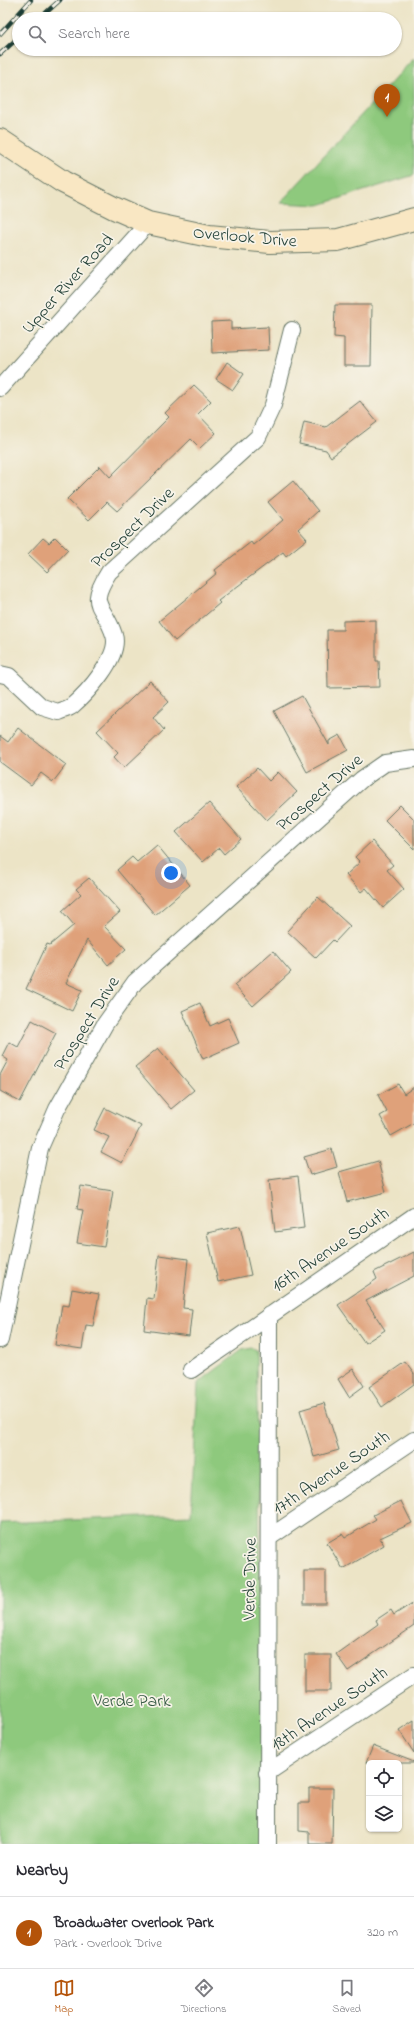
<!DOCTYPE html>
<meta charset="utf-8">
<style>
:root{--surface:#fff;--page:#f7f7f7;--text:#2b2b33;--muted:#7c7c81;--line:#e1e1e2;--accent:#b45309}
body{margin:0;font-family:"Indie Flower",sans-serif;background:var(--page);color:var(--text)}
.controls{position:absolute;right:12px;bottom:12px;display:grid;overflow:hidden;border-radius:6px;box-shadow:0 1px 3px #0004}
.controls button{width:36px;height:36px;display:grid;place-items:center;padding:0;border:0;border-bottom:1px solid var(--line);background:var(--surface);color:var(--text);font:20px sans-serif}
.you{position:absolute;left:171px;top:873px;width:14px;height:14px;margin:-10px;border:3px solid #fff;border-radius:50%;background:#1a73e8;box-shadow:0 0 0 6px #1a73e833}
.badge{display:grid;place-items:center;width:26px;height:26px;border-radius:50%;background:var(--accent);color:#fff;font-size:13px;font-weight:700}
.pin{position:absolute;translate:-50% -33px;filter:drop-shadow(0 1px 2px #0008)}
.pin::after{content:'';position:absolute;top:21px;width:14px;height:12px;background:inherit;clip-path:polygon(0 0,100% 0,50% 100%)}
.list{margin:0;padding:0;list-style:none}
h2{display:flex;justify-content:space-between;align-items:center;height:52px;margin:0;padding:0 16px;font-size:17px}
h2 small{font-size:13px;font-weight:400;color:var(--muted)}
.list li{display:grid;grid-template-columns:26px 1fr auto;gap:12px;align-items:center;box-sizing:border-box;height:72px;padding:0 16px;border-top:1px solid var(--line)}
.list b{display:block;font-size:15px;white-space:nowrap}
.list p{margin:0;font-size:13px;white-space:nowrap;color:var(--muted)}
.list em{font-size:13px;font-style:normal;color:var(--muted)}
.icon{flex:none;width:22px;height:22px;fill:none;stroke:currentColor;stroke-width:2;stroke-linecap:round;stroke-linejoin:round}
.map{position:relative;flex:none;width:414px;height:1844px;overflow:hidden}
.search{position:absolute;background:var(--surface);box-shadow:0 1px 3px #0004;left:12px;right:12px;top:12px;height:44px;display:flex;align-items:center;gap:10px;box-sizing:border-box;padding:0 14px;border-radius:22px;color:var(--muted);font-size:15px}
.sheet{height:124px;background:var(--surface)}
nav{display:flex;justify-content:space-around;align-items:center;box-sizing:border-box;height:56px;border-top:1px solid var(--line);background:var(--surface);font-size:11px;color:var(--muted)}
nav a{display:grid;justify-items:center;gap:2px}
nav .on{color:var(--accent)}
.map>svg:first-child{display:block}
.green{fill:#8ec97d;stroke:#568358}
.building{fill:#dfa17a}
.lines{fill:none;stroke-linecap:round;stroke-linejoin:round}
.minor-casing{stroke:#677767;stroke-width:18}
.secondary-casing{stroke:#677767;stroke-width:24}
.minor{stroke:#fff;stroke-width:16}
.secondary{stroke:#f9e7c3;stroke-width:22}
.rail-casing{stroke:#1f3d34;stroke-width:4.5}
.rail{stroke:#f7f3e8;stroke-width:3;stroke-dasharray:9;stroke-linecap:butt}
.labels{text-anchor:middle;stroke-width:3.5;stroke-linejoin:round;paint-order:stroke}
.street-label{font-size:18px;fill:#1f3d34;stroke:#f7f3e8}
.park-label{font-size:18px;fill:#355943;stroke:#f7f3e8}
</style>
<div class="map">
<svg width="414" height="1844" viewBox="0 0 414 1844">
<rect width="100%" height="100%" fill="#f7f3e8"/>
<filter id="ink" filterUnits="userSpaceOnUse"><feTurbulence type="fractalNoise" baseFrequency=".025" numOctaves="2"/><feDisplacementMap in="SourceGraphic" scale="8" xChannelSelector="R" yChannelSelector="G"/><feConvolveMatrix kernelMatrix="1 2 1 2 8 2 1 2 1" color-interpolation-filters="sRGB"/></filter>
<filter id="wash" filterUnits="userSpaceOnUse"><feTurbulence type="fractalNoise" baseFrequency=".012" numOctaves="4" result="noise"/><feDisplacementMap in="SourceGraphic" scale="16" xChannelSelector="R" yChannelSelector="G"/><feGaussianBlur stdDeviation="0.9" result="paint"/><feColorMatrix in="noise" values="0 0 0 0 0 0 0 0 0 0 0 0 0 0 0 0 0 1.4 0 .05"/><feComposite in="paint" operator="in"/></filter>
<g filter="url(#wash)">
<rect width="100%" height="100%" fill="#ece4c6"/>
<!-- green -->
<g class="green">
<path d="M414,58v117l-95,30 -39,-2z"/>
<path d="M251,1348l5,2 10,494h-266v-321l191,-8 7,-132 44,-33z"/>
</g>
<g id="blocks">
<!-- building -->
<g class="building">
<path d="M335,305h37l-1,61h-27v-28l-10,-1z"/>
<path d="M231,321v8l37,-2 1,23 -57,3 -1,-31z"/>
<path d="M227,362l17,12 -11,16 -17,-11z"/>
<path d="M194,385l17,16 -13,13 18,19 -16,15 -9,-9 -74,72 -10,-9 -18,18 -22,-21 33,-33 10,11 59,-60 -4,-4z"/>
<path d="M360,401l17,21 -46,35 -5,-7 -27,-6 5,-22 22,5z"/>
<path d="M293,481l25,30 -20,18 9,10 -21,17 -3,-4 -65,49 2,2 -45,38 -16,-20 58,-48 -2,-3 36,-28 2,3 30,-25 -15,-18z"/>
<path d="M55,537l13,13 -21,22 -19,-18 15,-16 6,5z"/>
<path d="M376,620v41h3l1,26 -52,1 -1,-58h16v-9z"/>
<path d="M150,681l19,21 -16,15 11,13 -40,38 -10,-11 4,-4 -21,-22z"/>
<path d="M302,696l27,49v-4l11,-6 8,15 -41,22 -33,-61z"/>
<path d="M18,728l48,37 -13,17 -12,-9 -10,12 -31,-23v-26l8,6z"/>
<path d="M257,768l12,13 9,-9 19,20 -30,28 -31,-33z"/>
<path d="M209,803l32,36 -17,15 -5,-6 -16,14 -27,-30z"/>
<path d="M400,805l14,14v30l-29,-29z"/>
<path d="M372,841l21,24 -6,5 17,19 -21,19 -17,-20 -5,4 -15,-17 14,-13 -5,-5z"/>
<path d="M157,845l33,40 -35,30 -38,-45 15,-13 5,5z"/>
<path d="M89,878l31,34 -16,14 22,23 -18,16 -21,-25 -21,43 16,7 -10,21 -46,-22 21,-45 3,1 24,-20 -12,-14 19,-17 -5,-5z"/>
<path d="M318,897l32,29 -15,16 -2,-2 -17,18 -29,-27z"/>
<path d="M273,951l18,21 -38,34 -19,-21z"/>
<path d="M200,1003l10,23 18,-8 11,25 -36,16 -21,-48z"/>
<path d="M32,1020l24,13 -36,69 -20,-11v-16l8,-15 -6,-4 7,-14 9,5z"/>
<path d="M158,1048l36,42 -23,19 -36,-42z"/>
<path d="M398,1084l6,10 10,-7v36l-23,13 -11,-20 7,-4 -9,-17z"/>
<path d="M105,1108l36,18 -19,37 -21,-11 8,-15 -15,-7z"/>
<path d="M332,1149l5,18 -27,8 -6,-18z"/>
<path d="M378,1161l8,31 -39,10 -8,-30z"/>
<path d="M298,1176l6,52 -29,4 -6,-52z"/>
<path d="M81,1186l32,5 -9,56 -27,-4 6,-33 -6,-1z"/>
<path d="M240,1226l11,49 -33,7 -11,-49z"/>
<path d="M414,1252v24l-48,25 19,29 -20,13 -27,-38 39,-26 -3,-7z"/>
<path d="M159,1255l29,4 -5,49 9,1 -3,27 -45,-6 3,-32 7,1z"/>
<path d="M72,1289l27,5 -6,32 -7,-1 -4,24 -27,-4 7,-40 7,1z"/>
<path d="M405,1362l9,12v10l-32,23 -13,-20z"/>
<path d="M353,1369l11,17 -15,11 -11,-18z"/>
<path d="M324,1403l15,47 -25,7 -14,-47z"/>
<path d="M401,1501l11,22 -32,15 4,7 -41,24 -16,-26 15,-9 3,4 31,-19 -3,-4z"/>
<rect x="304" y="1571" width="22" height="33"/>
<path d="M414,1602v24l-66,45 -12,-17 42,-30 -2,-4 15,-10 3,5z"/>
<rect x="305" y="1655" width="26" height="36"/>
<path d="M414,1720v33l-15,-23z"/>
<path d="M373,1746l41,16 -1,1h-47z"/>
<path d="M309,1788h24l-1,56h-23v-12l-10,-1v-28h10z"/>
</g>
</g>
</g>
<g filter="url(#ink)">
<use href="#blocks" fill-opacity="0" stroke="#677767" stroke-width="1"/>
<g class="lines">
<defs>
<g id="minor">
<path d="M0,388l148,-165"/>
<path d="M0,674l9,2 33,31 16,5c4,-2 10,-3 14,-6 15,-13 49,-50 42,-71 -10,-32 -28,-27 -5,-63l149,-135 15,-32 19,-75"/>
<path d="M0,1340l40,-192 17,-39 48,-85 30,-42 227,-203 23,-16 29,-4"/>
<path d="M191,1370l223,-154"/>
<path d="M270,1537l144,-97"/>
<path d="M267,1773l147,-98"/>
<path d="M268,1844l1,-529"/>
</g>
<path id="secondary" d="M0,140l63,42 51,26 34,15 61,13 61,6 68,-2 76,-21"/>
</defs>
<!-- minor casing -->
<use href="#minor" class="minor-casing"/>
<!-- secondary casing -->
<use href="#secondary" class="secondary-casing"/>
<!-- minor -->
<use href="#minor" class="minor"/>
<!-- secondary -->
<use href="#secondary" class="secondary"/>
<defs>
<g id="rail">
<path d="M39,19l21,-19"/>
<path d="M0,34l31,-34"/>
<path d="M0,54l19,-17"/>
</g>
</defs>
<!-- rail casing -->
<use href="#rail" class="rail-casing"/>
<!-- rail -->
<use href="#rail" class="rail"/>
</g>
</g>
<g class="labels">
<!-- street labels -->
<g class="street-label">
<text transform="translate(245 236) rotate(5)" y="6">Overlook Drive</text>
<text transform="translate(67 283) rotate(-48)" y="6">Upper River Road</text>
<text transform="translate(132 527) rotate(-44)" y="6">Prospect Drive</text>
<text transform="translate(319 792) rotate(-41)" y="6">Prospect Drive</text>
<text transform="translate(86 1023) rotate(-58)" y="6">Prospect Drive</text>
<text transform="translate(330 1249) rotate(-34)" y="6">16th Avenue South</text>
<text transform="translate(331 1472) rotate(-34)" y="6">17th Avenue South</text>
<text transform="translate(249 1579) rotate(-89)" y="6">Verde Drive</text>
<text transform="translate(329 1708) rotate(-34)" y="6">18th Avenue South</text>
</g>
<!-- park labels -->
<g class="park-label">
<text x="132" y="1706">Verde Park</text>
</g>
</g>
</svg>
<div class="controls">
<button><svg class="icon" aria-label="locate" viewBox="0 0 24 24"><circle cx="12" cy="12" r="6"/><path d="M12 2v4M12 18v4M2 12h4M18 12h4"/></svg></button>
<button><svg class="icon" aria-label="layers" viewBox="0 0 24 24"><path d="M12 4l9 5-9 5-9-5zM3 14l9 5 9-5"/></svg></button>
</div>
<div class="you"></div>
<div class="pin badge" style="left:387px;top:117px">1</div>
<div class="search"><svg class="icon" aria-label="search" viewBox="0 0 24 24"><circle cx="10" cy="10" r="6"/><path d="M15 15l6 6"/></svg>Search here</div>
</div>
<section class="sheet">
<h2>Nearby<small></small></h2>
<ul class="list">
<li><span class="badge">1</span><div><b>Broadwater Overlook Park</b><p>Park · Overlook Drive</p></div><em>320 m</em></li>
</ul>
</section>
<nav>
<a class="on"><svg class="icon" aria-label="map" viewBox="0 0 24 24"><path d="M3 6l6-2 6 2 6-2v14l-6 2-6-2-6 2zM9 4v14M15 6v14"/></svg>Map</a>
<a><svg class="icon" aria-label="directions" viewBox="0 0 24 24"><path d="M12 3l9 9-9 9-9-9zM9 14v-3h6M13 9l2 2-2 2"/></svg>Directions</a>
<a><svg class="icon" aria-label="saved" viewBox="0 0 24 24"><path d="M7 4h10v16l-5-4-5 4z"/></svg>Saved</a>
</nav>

--

| ABOUT THIS TASK |
Say how many lines of these records hold the string "nowrap", giving the number and no other words.

| RESULT OF THIS TASK |
2